Job Description

Jobgether has ALL remote jobs globally. We match you to roles where you're most likely to succeed, and provide feedback on every application to help you learn. No more guesswork, application black holes, or recruiter ghosting in your job search.

For one of our clients, we are looking for a Site Reliability Engineer, working remotely from Canada.

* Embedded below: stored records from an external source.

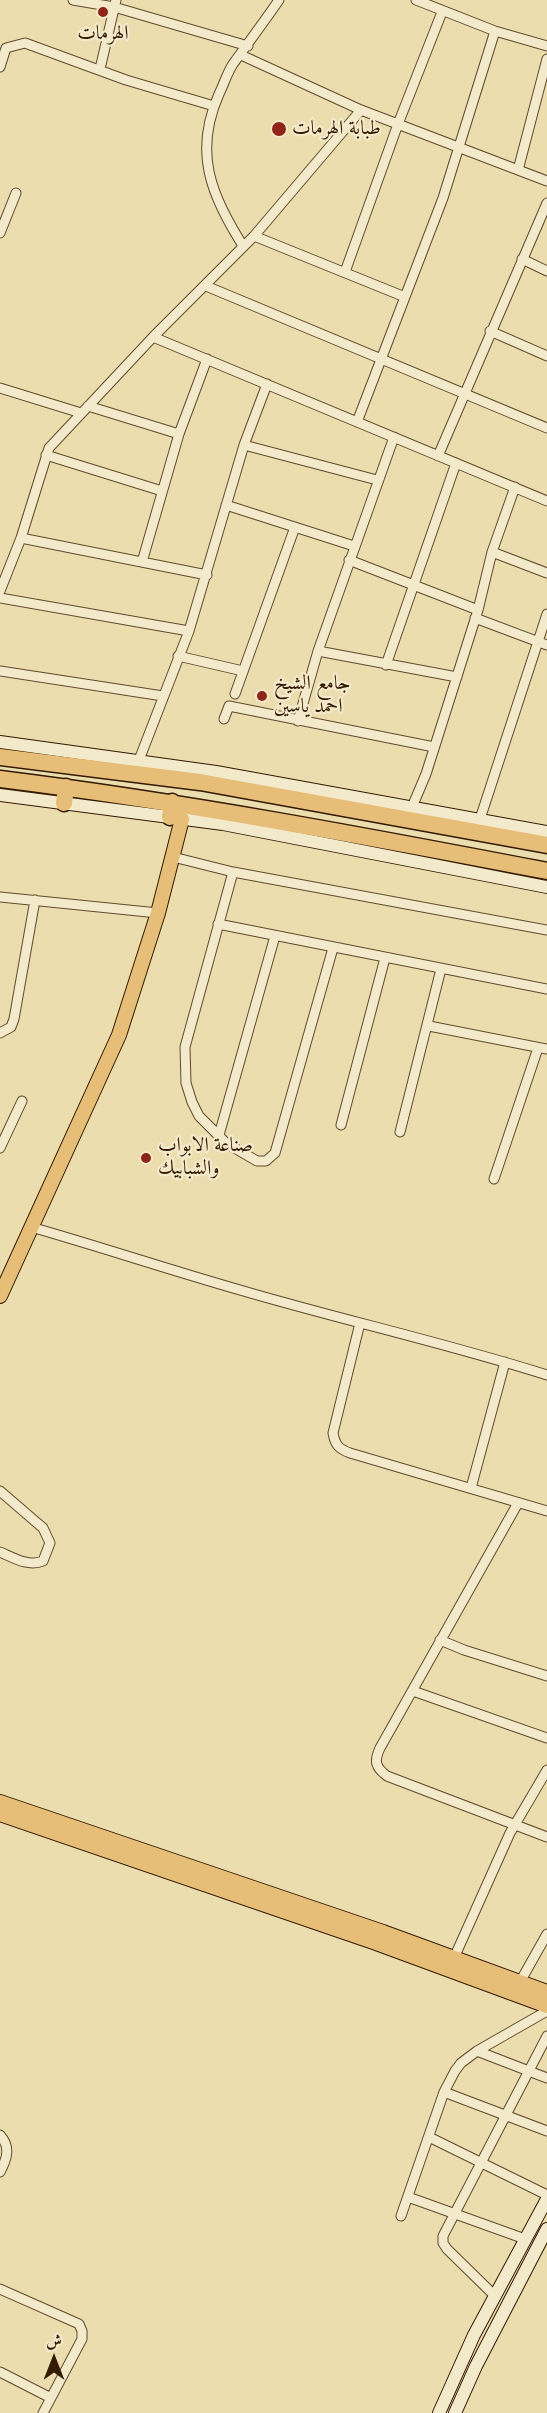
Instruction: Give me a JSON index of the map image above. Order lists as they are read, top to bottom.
{
  "places": [
    "الهرمات",
    "طبابة الهرمات",
    "جامع الشيخ احمد ياسين",
    "صناعة الابواب والشبابيك"
  ],
  "north": "top"
}
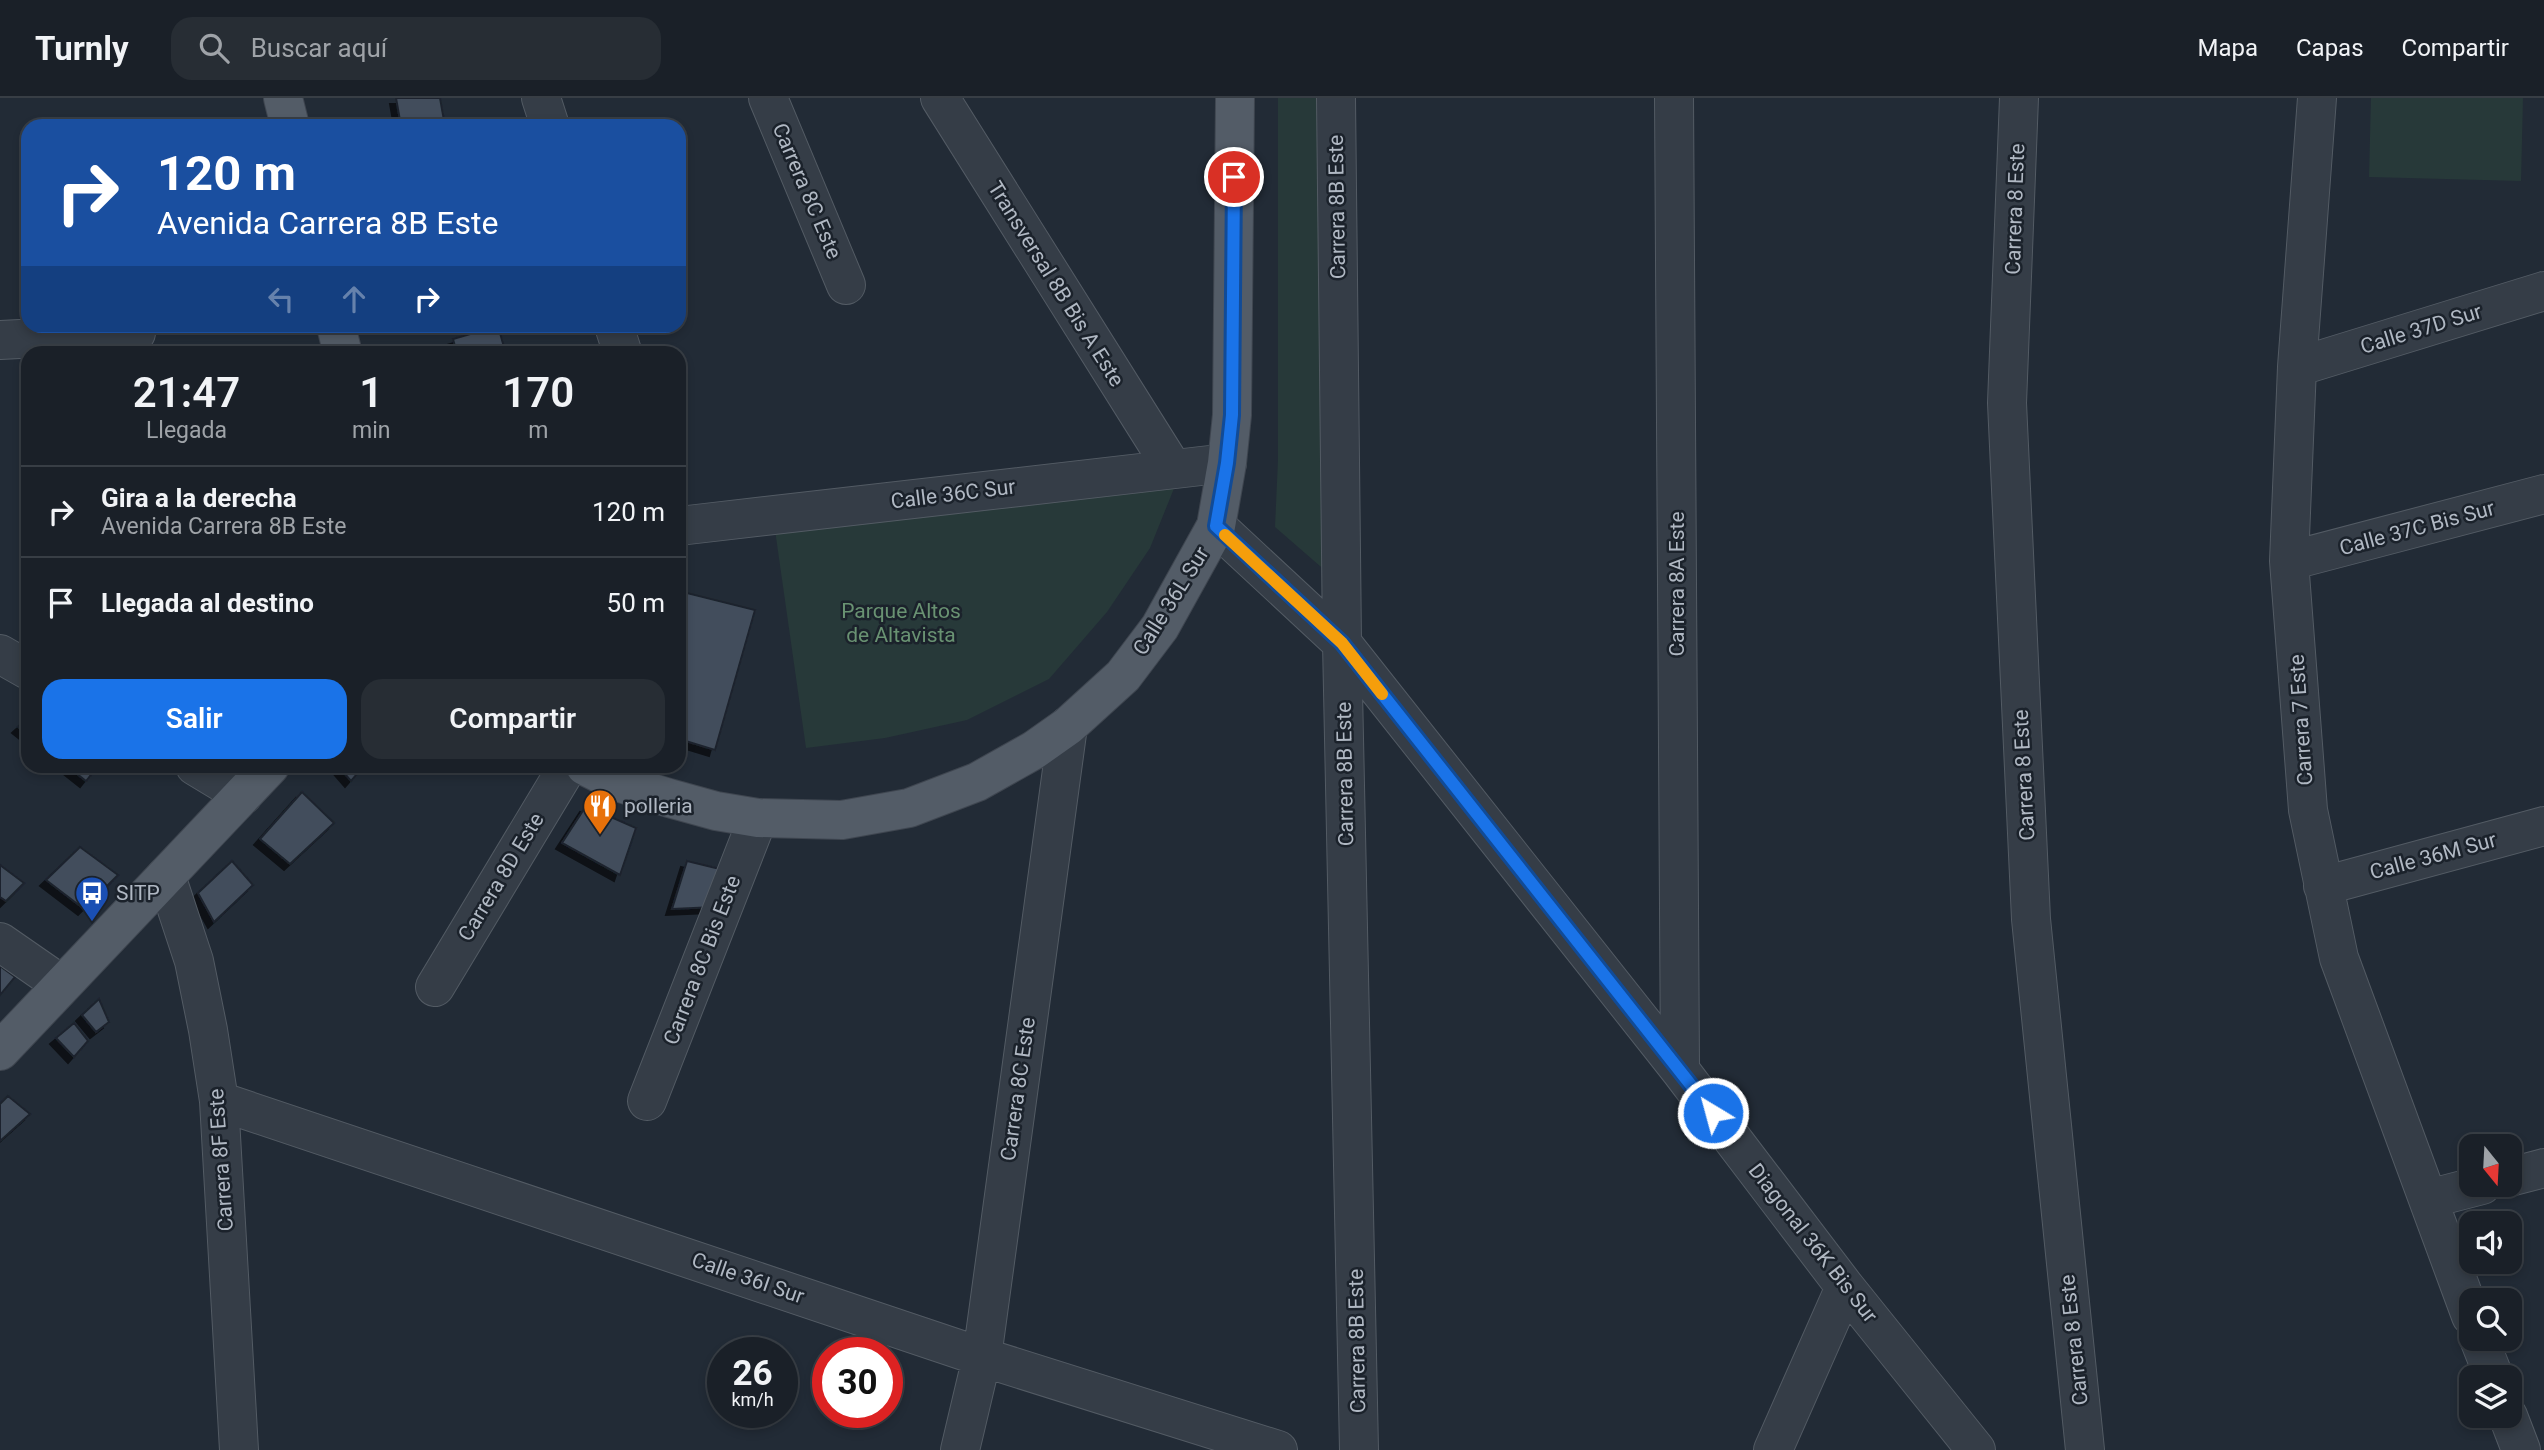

As a Site Reliability Engineer (SRE), you will play a key role in designing, implementing, and maintaining scalable infrastructure while ensuring system reliability and efficiency. Your focus will be on automation, performance optimization, and cloud resource management. Collaborating with cross-functional teams, you will streamline CI/CD pipelines, enhance monitoring solutions, and support a highly available infrastructure. This position requires a proactive approach to troubleshooting and continuous improvement, ensuring seamless integration of new services while leveraging the latest SRE best practices.

Accountabilities:

Design, build, and maintain highly scalable cloud infrastructure using Terraform and Terragrunt for automated resource provisioning.
Manage and optimize AWS cloud environments, ensuring security, cost efficiency, and high availability.
Oversee data streaming platforms using Confluent Cloud and Kafka, ensuring reliable data pipelines.
Deploy and manage Redis instances for caching and real-time data processing.
Implement and maintain monitoring and alerting solutions using Prometheus, Grafana, Alert Manager, and OpsGenie.
Enable feature flag management and controlled rollouts with LaunchDarkly.
Manage Kubernetes clusters, utilizing Helm, ArgoCD, Istio, and Kustomize for continuous deployment and infrastructure-as-code practices.
Collaborate with development teams to integrate new services into the infrastructure seamlessly.
Troubleshoot complex system issues to maintain high availability and performance.
Continuously improve automation tools, processes, and methodologies to enhance system scalability.

Requirements

4+ years of experience in Site Reliability Engineering or a similar role with a strong focus on cloud infrastructure.
Expertise in Infrastructure as Code (IaC) using Terraform and Terragrunt.
Deep knowledge of AWS cloud services and best practices for scalable and secure architectures.
Hands-on experience with Confluent Cloud and Kafka for distributed data streaming.
Strong experience with Redis for caching and RDS for data storage.
Proficiency with OpenSearch/ElasticSearch/ChaosSearch for search and analytics.
Advanced knowledge of monitoring tools like Prometheus, Grafana, Alert Manager, and OpsGenie.
Experience with LaunchDarkly for feature flag management.
Extensive experience managing Kubernetes clusters, including Helm for package management, ArgoCD for deployments, and Istio for service mesh configurations.
Familiarity with Kustomize for Kubernetes resource configuration.
Strong problem-solving skills and ability to troubleshoot complex systems in production environments.
Excellent communication and collaboration skills within agile teams.

Nice to Have:

Experience working in multi-cloud environments (AWS, GCP, Azure).
Familiarity with security best practices in cloud and containerized environments.
Knowledge of serverless architectures and CI/CD tools like Jenkins and GitHub Actions.
Some development experience with NodeJS, Python, or GoLang.

Benefits

Competitive salary based on experience and qualifications.
Fully remote work flexibility, with a collaborative team environment.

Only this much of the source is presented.